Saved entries
────────────────────

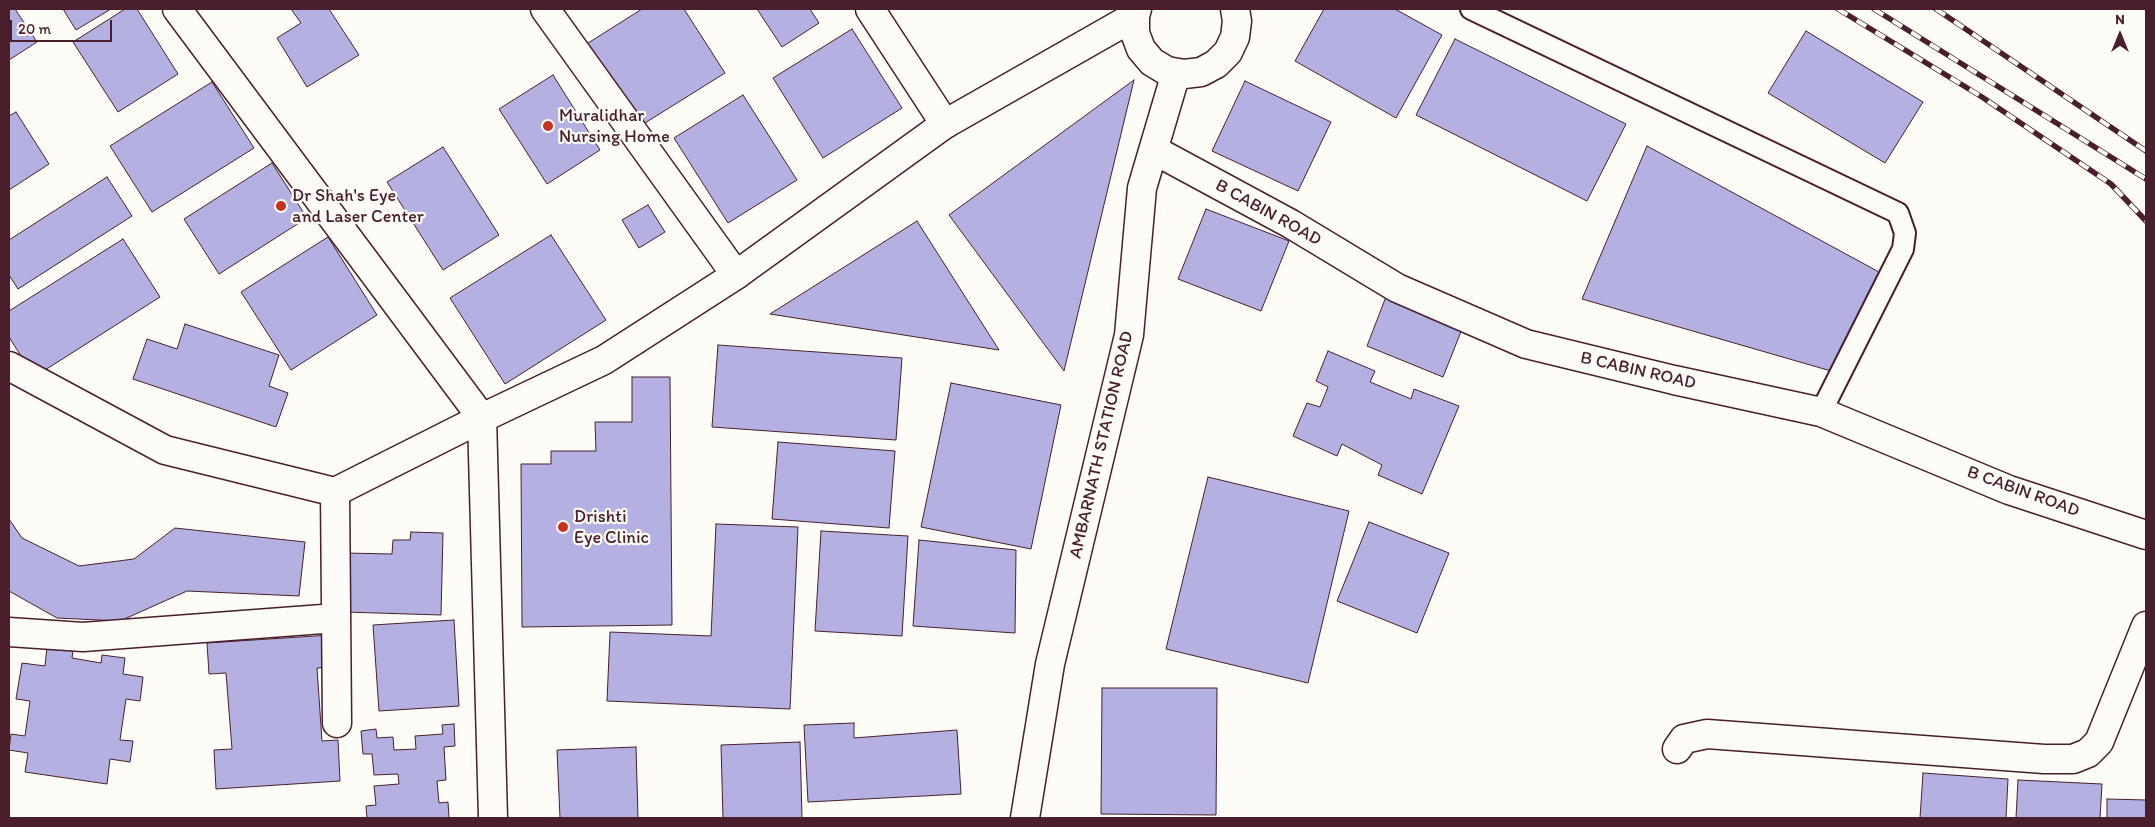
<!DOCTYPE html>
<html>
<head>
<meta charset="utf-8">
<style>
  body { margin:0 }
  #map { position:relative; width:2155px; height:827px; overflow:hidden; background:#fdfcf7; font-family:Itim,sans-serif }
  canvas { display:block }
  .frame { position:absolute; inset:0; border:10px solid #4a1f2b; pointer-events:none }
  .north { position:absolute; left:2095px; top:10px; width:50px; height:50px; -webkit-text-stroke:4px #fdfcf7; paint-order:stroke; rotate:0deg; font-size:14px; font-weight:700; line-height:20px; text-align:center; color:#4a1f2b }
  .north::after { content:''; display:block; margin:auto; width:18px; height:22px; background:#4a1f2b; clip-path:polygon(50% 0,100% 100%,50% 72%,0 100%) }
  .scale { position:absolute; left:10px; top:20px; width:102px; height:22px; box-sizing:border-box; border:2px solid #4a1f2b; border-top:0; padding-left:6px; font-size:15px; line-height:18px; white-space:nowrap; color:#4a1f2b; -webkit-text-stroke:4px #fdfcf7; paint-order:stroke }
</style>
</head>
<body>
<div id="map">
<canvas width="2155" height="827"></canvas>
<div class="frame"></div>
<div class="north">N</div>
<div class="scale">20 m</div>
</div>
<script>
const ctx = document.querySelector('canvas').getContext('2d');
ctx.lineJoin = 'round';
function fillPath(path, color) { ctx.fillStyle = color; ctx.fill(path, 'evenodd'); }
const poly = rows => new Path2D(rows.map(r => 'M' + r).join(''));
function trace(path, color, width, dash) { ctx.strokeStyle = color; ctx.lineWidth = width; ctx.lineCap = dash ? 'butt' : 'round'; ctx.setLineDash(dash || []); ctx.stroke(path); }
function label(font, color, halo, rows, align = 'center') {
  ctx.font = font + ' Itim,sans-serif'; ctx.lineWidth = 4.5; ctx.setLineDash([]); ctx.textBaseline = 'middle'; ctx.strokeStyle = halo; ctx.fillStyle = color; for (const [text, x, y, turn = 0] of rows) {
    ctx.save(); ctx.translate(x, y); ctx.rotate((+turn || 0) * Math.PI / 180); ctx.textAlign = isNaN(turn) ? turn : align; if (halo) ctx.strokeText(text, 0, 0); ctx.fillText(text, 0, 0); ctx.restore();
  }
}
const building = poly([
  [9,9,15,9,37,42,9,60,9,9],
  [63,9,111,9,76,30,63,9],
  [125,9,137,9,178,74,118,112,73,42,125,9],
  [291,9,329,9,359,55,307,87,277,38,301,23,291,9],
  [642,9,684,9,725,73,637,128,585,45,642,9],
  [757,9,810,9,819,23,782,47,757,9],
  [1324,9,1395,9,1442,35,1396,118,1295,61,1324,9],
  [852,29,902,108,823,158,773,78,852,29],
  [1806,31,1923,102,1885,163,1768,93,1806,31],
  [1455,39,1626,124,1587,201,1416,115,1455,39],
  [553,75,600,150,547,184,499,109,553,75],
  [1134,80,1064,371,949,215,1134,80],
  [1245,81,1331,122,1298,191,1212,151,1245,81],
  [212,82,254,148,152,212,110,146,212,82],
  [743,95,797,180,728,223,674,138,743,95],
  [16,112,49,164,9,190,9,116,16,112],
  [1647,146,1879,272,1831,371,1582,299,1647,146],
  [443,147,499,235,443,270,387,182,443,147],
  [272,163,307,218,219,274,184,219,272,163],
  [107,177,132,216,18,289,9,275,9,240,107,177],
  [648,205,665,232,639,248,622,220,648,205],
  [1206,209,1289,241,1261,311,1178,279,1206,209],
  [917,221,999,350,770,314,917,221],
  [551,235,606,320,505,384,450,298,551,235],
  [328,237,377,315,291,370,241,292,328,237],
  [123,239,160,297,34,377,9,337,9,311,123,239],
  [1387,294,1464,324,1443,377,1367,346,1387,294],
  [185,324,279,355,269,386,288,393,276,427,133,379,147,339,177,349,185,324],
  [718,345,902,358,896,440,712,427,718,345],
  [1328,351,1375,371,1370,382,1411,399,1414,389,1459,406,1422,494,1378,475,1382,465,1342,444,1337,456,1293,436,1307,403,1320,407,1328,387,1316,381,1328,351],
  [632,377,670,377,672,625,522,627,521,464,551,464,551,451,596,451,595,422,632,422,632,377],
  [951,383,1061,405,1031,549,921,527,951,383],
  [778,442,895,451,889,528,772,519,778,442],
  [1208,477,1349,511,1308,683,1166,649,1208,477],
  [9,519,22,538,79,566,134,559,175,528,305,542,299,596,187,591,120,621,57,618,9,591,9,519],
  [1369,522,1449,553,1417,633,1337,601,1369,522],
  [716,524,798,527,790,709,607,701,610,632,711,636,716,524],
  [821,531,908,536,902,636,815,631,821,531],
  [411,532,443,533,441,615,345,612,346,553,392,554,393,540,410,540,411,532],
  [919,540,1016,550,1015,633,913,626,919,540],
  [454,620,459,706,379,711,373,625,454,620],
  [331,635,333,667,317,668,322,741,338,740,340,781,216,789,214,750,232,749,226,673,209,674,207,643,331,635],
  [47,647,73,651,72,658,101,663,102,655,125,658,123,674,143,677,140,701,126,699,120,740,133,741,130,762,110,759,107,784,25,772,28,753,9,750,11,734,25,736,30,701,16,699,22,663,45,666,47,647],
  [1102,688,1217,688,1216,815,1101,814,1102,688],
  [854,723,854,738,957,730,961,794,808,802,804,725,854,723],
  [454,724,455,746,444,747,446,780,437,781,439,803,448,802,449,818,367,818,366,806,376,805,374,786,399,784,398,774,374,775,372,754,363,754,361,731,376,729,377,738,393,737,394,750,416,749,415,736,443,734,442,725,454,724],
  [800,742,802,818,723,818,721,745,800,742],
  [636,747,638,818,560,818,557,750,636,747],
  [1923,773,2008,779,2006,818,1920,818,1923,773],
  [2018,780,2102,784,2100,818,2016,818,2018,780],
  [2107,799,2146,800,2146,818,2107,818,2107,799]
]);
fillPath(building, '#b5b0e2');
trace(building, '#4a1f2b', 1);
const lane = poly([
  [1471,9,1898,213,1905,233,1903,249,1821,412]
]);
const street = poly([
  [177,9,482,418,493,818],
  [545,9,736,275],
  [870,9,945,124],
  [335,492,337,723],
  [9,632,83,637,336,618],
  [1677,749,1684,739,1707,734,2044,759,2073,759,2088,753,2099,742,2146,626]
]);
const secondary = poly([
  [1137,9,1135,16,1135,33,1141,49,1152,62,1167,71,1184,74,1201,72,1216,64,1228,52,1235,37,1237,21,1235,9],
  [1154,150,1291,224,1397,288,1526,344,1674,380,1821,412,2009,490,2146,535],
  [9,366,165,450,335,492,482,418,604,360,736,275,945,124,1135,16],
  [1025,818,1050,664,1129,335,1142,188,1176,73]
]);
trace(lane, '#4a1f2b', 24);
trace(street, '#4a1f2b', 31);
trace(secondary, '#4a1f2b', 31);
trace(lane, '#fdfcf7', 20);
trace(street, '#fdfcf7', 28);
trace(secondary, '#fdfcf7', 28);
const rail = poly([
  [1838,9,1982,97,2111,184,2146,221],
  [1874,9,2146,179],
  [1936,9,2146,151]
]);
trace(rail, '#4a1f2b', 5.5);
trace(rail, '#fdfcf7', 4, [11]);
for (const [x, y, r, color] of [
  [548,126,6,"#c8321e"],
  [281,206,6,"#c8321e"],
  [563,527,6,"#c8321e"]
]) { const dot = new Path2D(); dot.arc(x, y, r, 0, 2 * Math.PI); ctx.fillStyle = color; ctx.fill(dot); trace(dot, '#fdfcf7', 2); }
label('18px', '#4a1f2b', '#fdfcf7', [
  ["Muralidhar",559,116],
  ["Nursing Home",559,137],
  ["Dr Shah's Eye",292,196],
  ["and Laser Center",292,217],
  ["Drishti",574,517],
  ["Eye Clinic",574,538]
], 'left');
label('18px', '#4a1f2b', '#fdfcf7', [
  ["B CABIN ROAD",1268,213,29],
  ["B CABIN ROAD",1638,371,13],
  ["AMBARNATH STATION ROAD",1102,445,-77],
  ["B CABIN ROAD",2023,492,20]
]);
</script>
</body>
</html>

────────────────────

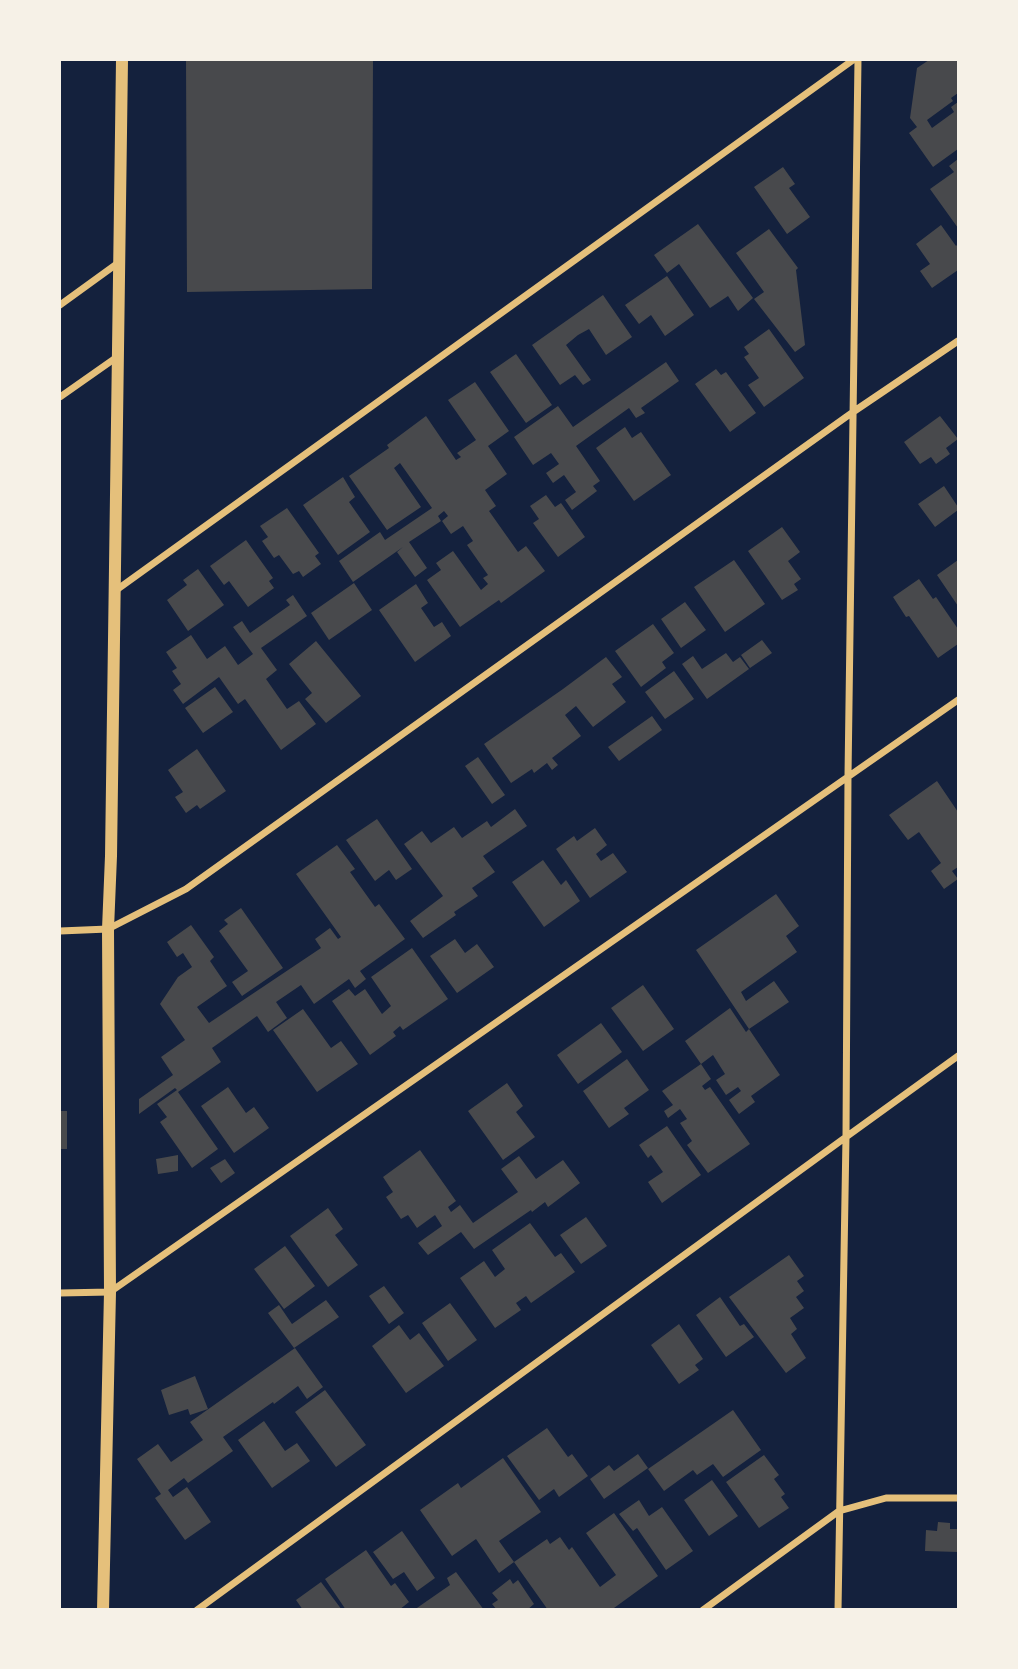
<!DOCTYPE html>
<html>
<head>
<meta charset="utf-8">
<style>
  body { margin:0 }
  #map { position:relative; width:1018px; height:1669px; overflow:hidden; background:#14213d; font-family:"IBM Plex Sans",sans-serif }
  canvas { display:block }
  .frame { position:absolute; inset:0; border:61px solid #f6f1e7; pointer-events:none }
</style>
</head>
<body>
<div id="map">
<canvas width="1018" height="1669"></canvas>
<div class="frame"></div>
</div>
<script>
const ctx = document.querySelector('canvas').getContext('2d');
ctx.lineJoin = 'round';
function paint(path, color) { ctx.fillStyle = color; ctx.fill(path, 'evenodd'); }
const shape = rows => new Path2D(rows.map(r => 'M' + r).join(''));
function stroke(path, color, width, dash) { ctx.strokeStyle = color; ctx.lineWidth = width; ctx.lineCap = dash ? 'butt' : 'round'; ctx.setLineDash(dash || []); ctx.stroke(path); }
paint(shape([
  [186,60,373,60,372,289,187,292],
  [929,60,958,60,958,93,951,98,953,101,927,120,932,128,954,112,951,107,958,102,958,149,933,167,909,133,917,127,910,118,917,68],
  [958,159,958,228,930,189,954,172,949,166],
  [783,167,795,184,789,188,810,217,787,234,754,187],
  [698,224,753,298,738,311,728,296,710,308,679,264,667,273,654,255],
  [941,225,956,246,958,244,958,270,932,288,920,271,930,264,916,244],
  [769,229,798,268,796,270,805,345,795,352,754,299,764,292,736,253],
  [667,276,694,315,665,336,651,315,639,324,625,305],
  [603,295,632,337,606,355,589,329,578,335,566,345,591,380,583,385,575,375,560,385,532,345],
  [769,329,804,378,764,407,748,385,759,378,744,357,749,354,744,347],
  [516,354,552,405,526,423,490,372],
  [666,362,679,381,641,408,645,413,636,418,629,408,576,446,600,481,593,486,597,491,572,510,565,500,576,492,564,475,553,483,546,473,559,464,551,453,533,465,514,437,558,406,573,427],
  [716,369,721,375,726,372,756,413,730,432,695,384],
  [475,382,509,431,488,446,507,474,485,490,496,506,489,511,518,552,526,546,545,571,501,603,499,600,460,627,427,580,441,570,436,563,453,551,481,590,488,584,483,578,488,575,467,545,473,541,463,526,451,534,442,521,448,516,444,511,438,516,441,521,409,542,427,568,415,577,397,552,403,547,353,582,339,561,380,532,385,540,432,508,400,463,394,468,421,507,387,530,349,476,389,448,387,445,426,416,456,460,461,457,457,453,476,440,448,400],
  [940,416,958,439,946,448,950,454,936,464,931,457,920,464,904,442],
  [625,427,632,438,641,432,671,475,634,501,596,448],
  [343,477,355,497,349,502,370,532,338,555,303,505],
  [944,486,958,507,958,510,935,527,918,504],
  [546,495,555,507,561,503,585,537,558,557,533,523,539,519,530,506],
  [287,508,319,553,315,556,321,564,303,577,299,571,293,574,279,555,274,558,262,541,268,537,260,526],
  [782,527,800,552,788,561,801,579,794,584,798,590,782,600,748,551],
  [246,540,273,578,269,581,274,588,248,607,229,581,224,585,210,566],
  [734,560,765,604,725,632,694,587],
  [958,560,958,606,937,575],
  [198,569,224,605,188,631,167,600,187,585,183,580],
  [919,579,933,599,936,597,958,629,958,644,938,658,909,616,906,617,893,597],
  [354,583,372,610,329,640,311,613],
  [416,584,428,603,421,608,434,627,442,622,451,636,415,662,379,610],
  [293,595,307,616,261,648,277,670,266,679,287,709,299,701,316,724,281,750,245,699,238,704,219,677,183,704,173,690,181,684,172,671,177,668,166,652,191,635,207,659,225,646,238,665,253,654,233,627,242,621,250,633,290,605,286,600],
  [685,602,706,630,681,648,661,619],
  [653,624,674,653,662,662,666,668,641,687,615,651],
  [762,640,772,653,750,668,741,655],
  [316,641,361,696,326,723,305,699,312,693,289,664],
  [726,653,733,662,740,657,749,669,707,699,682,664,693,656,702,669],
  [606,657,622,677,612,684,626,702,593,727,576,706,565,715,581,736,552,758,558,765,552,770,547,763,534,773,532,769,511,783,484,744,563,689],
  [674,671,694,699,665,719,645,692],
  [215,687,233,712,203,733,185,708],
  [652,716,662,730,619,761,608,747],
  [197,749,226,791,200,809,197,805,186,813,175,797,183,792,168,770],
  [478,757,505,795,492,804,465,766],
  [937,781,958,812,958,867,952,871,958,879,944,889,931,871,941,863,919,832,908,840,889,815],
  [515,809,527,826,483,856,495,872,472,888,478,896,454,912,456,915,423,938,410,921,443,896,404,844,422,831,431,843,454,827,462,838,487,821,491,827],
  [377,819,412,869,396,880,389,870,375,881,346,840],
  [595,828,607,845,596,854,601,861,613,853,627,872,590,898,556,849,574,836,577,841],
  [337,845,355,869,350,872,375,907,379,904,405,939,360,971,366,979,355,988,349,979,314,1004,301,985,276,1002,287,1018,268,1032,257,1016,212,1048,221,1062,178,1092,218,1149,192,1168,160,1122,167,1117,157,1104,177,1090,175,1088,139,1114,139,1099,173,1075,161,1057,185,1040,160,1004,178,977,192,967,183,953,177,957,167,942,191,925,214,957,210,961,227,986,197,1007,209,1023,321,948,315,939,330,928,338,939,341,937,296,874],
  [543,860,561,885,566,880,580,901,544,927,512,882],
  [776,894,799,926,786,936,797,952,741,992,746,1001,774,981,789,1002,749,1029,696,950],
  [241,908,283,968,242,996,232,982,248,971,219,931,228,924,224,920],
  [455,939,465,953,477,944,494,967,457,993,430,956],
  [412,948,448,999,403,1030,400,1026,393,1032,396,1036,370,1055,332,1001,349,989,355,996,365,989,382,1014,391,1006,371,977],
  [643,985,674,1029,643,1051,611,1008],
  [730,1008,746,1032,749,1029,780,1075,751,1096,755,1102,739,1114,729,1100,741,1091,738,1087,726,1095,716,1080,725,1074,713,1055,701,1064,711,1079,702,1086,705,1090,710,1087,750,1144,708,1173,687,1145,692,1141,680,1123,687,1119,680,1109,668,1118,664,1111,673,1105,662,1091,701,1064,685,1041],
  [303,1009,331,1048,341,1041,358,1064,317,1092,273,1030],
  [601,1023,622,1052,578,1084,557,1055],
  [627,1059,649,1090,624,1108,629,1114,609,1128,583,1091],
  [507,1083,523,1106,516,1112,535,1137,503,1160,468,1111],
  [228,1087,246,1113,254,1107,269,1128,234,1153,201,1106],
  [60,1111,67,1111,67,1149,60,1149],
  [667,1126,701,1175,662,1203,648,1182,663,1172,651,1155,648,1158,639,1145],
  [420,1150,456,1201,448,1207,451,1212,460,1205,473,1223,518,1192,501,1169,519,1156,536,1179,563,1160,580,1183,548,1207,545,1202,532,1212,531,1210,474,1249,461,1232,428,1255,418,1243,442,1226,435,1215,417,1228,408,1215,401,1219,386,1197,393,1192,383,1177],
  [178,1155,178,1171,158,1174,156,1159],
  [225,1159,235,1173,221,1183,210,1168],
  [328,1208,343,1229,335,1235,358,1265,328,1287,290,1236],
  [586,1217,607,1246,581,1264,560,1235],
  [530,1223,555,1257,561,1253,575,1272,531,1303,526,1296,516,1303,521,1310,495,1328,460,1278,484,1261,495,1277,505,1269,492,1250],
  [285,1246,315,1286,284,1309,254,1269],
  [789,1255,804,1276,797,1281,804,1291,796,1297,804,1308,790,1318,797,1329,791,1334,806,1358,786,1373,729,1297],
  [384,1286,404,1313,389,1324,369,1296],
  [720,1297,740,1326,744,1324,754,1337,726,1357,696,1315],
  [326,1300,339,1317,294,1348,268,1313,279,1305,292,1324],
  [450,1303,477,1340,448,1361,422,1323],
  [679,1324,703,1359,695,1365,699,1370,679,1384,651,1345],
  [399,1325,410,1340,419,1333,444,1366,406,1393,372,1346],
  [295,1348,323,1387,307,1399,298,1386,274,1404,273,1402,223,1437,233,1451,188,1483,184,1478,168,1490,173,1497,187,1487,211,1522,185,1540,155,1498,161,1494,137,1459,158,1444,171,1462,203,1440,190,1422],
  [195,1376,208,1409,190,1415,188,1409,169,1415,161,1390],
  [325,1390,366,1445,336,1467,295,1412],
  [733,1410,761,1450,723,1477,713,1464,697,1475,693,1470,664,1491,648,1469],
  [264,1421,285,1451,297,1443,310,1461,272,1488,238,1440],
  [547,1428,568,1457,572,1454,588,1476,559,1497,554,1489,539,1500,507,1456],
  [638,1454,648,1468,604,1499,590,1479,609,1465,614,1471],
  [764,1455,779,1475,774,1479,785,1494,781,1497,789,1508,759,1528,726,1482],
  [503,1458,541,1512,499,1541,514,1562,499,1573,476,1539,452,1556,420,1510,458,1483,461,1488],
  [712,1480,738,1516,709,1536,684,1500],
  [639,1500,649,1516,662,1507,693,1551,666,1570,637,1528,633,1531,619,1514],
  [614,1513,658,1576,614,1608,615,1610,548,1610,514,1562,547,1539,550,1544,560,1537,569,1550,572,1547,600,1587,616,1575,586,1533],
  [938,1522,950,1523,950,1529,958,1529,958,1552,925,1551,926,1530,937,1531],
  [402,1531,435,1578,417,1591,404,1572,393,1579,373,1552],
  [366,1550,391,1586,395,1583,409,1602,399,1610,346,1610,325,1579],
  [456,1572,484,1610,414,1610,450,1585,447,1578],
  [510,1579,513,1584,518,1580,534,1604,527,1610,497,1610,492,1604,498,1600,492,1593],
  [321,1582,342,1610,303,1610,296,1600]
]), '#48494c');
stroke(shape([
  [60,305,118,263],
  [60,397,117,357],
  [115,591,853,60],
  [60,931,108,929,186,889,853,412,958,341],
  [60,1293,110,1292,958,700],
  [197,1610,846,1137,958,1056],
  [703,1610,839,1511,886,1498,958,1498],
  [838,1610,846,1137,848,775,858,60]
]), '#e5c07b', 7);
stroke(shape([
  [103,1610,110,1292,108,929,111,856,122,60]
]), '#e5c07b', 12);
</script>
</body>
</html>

────────────────────

Task instructions =>
Filter on the word "turn": copy each matching line from the entries above.

Output of the exercise =>
  ctx.font = font + ' Itim,sans-serif'; ctx.lineWidth = 4.5; ctx.setLineDash([]); ctx.textBaseline = 'middle'; ctx.strokeStyle = halo; ctx.fillStyle = color; for (const [text, x, y, turn = 0] of rows) {
    ctx.save(); ctx.translate(x, y); ctx.rotate((+turn || 0) * Math.PI / 180); ctx.textAlign = isNaN(turn) ? turn : align; if (halo) ctx.strokeText(text, 0, 0); ctx.fillText(text, 0, 0); ctx.restore();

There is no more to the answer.